■ Extracted entries

=======

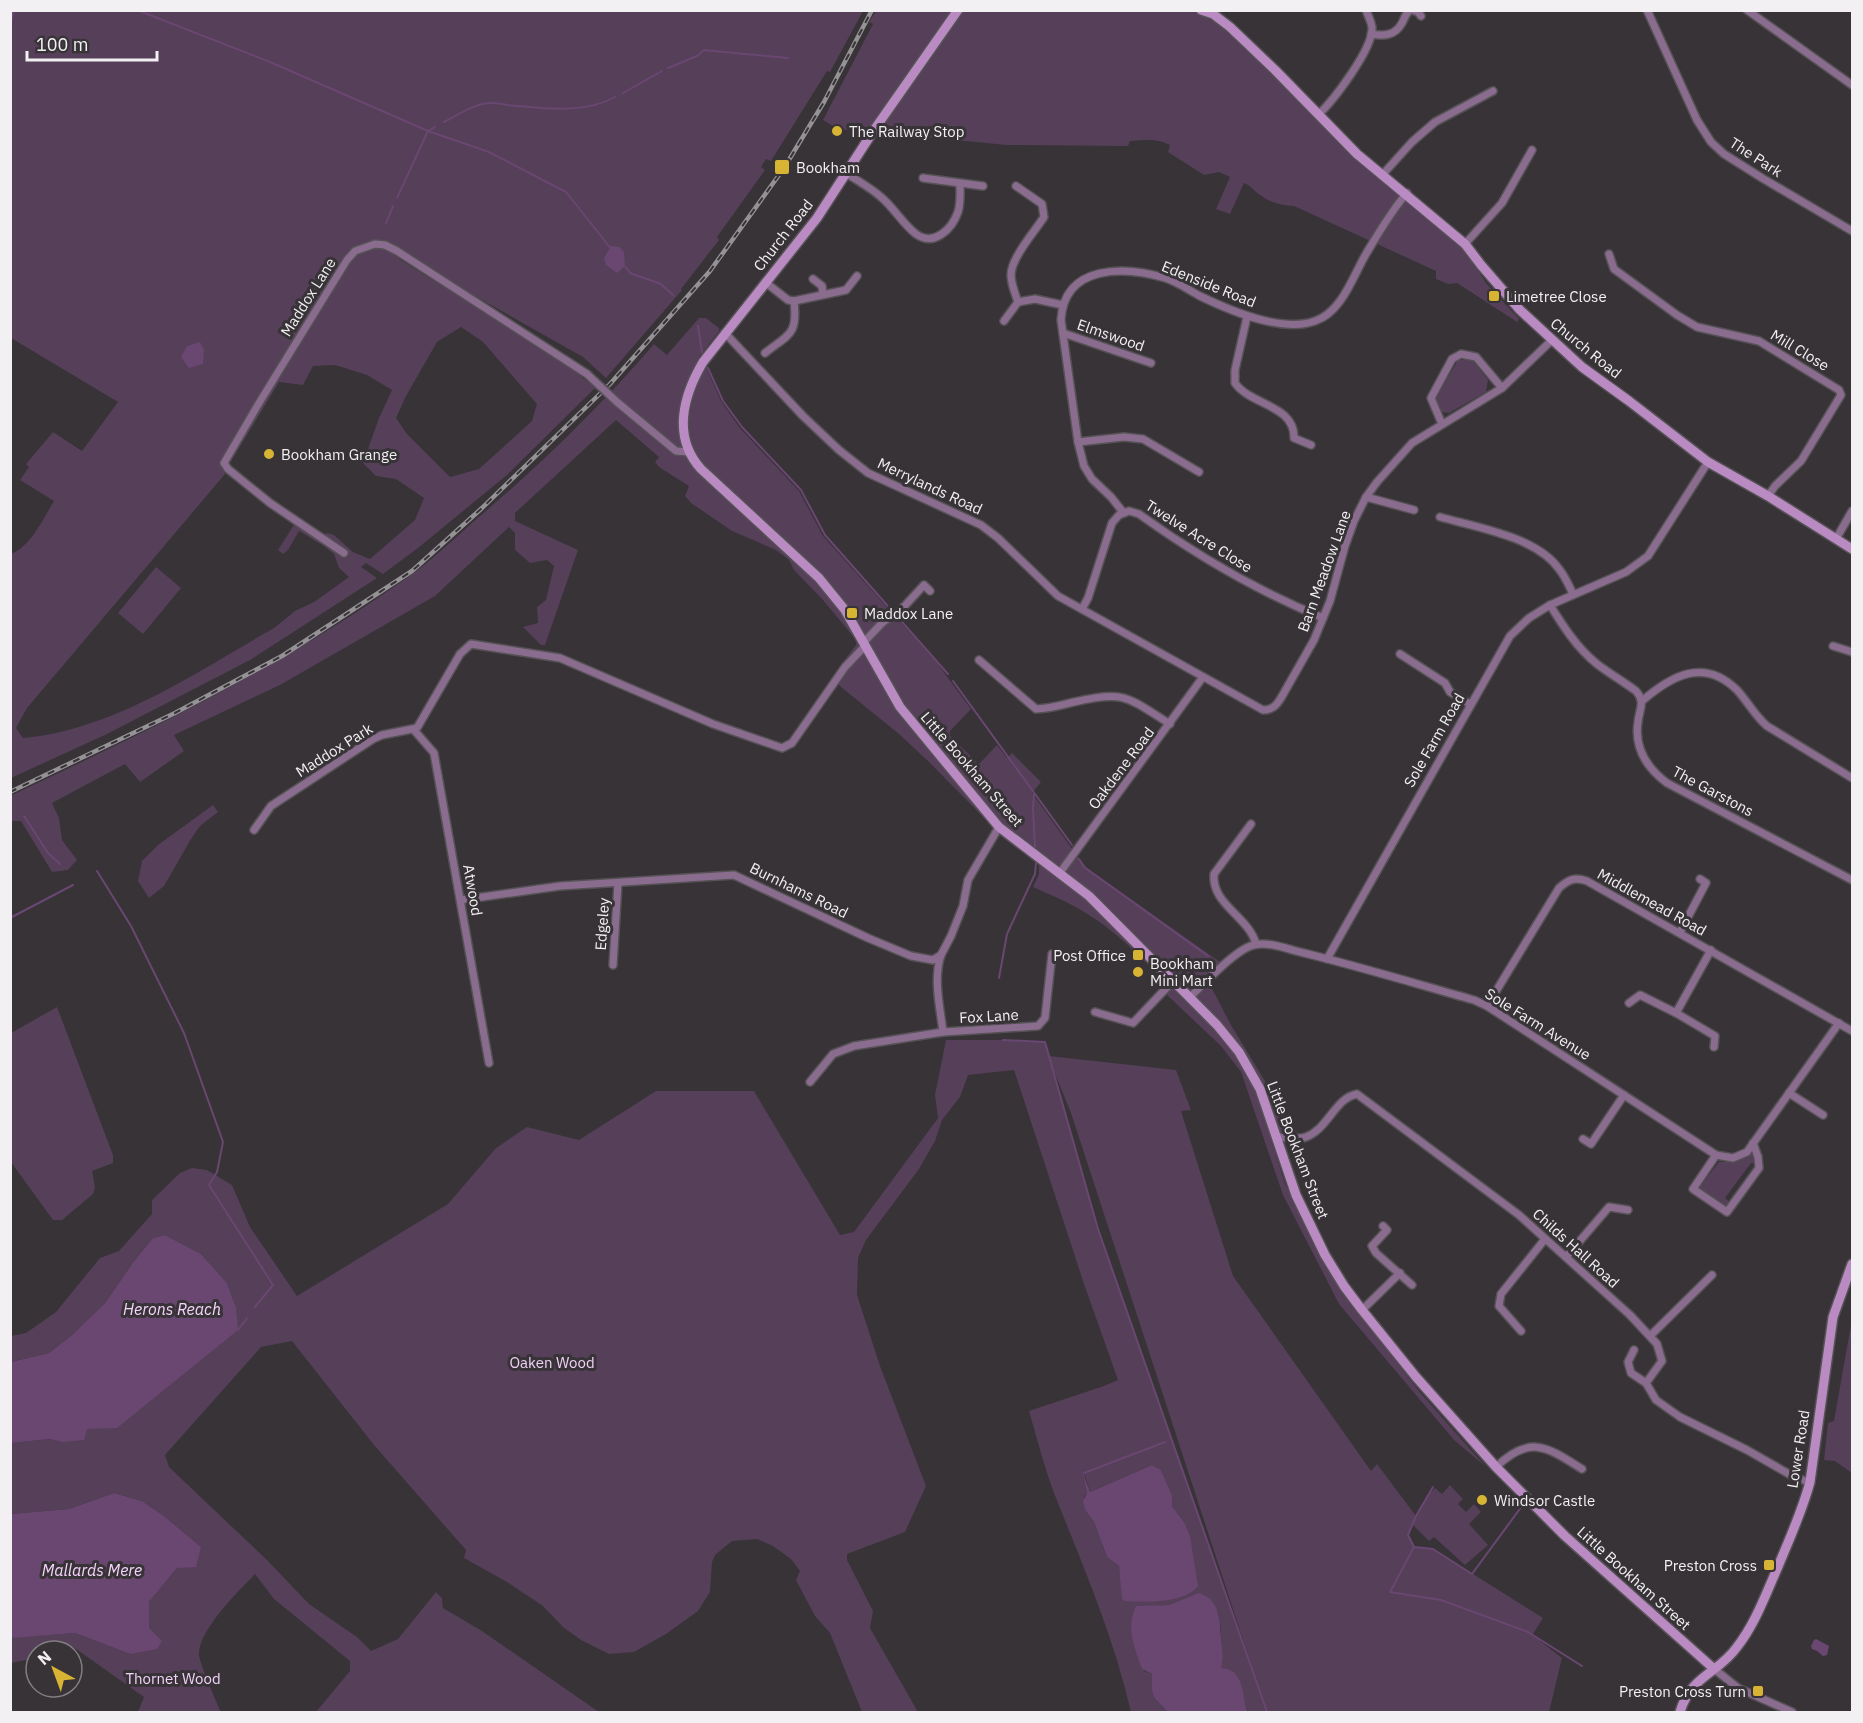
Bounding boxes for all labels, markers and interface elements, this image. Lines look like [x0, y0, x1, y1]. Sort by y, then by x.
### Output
scale bar [27, 24, 158, 62]
text: 100 m [36, 33, 88, 56]
place label: The Railway Stop [849, 122, 964, 141]
marker: The Railway Stop [830, 124, 844, 138]
street label: The Park [1726, 133, 1786, 181]
marker: Bookham [773, 158, 791, 176]
place label: Bookham [796, 158, 860, 177]
street label: Church Road [749, 195, 817, 275]
street label: Maddox Lane [276, 254, 340, 340]
street label: Edenside Road [1159, 256, 1259, 312]
place label: Limetree Close [1506, 287, 1607, 306]
marker: Limetree Close [1487, 289, 1501, 303]
street label: Church Road [1547, 314, 1625, 382]
street label: Elmswood [1075, 315, 1147, 355]
street label: Mill Close [1767, 325, 1833, 375]
place label: Bookham Grange [281, 445, 397, 464]
marker: Bookham Grange [262, 447, 276, 461]
street label: Merrylands Road [874, 453, 986, 519]
street label: Twelve Acre Close [1142, 496, 1256, 576]
street label: Barn Meadow Lane [1293, 508, 1355, 634]
place label: Maddox Lane [864, 604, 953, 623]
marker: Maddox Lane [845, 606, 859, 620]
street label: Sole Farm Road [1399, 690, 1469, 790]
street label: Little Bookham Street [917, 708, 1027, 830]
street label: Maddox Park [292, 719, 376, 781]
street label: Oakdene Road [1084, 723, 1158, 813]
street label: The Garstons [1669, 762, 1757, 820]
street label: Burnhams Road [747, 858, 851, 922]
street label: Atwood [459, 863, 487, 917]
street label: Middlemead Road [1594, 864, 1710, 940]
street label: Edgeley [591, 896, 613, 951]
place label: Post Office [1053, 946, 1126, 965]
marker: Post Office [1131, 948, 1145, 962]
place label: Bookham Mini Mart [1150, 954, 1214, 990]
marker: Bookham Mini Mart [1131, 965, 1145, 979]
street label: Sole Farm Avenue [1482, 984, 1594, 1064]
street label: Fox Lane [959, 1005, 1019, 1027]
street label: Little Bookham Street [1263, 1078, 1333, 1222]
street label: Childs Hall Road [1529, 1204, 1623, 1292]
water label: Herons Reach [123, 1299, 221, 1319]
park label: Oaken Wood [509, 1353, 595, 1372]
street label: Lower Road [1782, 1409, 1814, 1489]
place label: Windsor Castle [1494, 1491, 1595, 1510]
marker: Windsor Castle [1475, 1493, 1489, 1507]
street label: Little Bookham Street [1573, 1522, 1695, 1634]
place label: Preston Cross [1664, 1556, 1757, 1575]
marker: Preston Cross [1762, 1558, 1776, 1572]
water label: Mallards Mere [42, 1560, 142, 1580]
north arrow [24, 1639, 84, 1699]
text: N [33, 1646, 55, 1669]
park label: Thornet Wood [125, 1669, 221, 1688]
place label: Preston Cross Turn [1619, 1682, 1746, 1701]
marker: Preston Cross Turn [1751, 1684, 1765, 1698]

=======

Wherever "Mini" turns up in the records, copy the whole line.

■ Exercise response
place label: Bookham Mini Mart [1150, 954, 1214, 990]
marker: Bookham Mini Mart [1131, 965, 1145, 979]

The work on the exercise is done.